Kordyan Lewandowski Ph.D. and Jaime R. Rios, paralegal supervisor, say they were so “amazed” by my column that they were moved to write their first letter to an editor. “We have always asked, ‘Who cares what an editor thinks?’ (Who even supposes that an editor does think?) Mr. Smith, however, cannot be allowed to pass unchastised.
“College-bound students are as adept at ‘sucking up’ as other students. Any student taking a quiz is going to give the response that the (sic) thinks teacher wants.” (Was that the supposed to be she or they ? Of course they , being plural, does not agree in number with the singular noun student or verb thinks , but maybe they used it to avoid a sexist he or the awkward he or she .)
“College-bound students have never read anything that wasn’t assigned, so of course assigned texts will be ‘most impressive’ to them. That’s the only thing they know, and anything can be top of a list composed only of itself.” (Let’s try to ignore “a list composed only of itself.”)
They go on: “A teacher who can’t recognize this is unfit for her present position. A newspaper writer or editor who can’t tell the teacher to be less naive is fit for nothing but his present positions.” (Evidently they used positions there because they were talking about both writers and editors. But of course I’m only a writer, and have only one position. Looks like another number problem.)

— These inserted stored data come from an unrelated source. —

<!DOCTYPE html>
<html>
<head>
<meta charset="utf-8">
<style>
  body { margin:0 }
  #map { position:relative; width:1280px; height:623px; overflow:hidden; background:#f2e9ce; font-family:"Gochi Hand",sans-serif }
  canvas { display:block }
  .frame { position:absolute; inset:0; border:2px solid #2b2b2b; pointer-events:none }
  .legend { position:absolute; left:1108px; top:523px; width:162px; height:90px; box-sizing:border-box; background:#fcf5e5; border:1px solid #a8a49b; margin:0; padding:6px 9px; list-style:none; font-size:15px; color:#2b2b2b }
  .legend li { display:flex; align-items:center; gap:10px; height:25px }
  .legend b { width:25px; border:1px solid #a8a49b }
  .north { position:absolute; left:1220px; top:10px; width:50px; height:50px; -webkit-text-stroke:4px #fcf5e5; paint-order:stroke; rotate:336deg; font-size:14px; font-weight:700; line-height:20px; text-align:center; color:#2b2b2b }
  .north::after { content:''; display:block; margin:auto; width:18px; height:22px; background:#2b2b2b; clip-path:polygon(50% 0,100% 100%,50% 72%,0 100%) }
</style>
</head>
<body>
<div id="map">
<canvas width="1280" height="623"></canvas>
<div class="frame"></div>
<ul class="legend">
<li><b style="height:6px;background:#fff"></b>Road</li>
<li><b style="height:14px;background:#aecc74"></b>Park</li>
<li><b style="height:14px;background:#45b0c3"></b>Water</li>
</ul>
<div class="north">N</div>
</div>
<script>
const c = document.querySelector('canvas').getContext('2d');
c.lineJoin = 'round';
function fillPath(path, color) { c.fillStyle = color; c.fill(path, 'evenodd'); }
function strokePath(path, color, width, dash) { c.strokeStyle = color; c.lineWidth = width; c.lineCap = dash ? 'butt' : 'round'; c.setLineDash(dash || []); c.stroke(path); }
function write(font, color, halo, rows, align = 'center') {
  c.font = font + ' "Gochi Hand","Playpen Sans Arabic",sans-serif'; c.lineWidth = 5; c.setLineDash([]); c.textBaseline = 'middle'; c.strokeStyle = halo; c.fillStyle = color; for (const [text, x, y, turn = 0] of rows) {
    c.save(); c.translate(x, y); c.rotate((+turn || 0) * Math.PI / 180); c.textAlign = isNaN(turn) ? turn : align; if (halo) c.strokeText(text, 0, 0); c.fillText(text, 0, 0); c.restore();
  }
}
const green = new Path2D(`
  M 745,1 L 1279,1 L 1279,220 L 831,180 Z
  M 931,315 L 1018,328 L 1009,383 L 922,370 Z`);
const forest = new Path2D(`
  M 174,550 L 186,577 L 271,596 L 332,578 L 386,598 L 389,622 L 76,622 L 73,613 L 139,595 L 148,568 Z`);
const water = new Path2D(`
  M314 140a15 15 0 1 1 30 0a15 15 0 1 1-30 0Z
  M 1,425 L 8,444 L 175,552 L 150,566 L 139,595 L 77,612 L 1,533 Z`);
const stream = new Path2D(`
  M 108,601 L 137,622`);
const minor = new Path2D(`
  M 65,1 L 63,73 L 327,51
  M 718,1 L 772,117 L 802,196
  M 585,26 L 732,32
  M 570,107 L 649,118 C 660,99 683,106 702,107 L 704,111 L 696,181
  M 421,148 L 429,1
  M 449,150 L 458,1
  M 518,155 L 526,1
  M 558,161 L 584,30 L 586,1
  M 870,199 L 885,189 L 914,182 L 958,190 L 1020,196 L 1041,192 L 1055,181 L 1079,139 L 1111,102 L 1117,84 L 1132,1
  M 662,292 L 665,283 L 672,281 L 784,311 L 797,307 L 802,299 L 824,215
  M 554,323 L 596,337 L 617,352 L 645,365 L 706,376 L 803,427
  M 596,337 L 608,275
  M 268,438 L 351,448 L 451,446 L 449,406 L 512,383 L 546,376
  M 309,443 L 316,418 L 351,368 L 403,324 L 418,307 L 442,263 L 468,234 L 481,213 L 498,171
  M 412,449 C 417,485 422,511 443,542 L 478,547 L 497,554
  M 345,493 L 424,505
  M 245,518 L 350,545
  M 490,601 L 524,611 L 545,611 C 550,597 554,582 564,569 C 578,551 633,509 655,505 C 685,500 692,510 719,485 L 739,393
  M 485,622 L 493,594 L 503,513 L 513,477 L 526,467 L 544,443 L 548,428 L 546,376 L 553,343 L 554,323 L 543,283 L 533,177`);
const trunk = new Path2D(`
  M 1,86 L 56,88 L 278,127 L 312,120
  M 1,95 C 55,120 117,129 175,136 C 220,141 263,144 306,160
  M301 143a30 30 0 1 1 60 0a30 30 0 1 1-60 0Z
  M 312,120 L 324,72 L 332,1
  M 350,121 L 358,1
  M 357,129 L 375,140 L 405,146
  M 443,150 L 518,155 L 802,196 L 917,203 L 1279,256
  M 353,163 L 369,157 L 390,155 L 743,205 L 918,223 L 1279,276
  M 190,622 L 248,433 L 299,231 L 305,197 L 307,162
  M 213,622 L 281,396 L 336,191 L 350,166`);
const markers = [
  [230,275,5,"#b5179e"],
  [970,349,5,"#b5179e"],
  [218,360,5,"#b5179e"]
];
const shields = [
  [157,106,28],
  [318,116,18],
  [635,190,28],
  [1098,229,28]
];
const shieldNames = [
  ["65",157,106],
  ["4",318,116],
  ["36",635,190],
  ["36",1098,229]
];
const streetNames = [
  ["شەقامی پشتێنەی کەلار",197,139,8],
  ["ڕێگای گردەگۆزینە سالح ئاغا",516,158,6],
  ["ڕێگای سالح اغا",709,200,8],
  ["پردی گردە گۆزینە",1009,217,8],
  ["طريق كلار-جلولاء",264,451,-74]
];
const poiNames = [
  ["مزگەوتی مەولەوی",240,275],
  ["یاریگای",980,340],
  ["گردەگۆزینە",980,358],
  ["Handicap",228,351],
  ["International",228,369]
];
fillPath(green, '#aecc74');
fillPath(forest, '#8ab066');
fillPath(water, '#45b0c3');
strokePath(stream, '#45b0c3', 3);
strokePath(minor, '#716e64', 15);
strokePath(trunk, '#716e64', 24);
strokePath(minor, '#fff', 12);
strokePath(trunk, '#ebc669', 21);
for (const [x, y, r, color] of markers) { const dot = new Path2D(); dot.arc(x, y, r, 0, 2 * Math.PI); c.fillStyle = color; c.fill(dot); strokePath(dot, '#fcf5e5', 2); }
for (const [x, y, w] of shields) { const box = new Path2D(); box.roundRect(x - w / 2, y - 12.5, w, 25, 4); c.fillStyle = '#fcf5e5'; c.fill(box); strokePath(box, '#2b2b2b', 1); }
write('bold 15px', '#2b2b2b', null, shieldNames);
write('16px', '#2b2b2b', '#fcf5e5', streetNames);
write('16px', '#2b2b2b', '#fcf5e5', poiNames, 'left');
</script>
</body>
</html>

And what can you make of this sentence: “As a former high school teacher and graduates of California high schools, it is obvious to us that this list proves one (or both) of our theories.”
(That’s the kind of grammar one sinks into when two sign the same letter.)
I always wonder about letters signed by two people. Does one write the letter and the other merely sign it? Or do they take turns writing alternate paragraphs? Or does one tell the other what to write?
By the way, Baron says several of the books on her students’ lists were assigned reading, but they were told that they could list any books they had read.
Lewandowski and Rios sound a bit too cynical to me in asserting that “college-bound students have never read anything that wasn’t assigned.” As I have said, I read 10 of the 12 books, and the only one assigned, believe it or not, was “The Scarlet Letter.”
Don McKenzie does not doubt that the students read the books, but wonders why they were all fiction. “How could you be delighted by a choice of books that included not one nonfiction tome? Entertaining yourself by reading novels is preferable to watching ‘sex and violence’ on TV, to be sure, but does not show much intellectual curiosity about the nature of the universe.”
Baron is an English teacher, not a history teacher. I assume the students were assigned to read history in their history classes. Anyway, novels teach us more about life in other times than history books.
Tom Wood of Santa Monica writes that he taught history for 30 years in Santa Monica schools and that one book he required his students to read was “All Quiet on the Western Front.”
“If you had read my students’ remarks about this book, you wouldn’t have been surprised at seeing it on Ms. Baron’s list. ‘Best book I’ve ever read.’ ‘If there were more books like that I would read all the time.’ Never had a negative reaction.”
Jim Kline of Lakewood suggests teachers assign more contemporary books such as “Catch 22,” “One Flew Over the Cuckoo’s Nest,” “Slaughterhouse Five,” “Zen and the Art of Motorcycle Maintenance,” or “Even Cowgirls Get the Blues.”
“Come on,” he says, “a 17-year-old who prefers Hamlet’s Angst to Sissy Hankshaw’s thumbs? Get real?”
I don’t know who Sissy Hankshaw is, but I’m going to find out.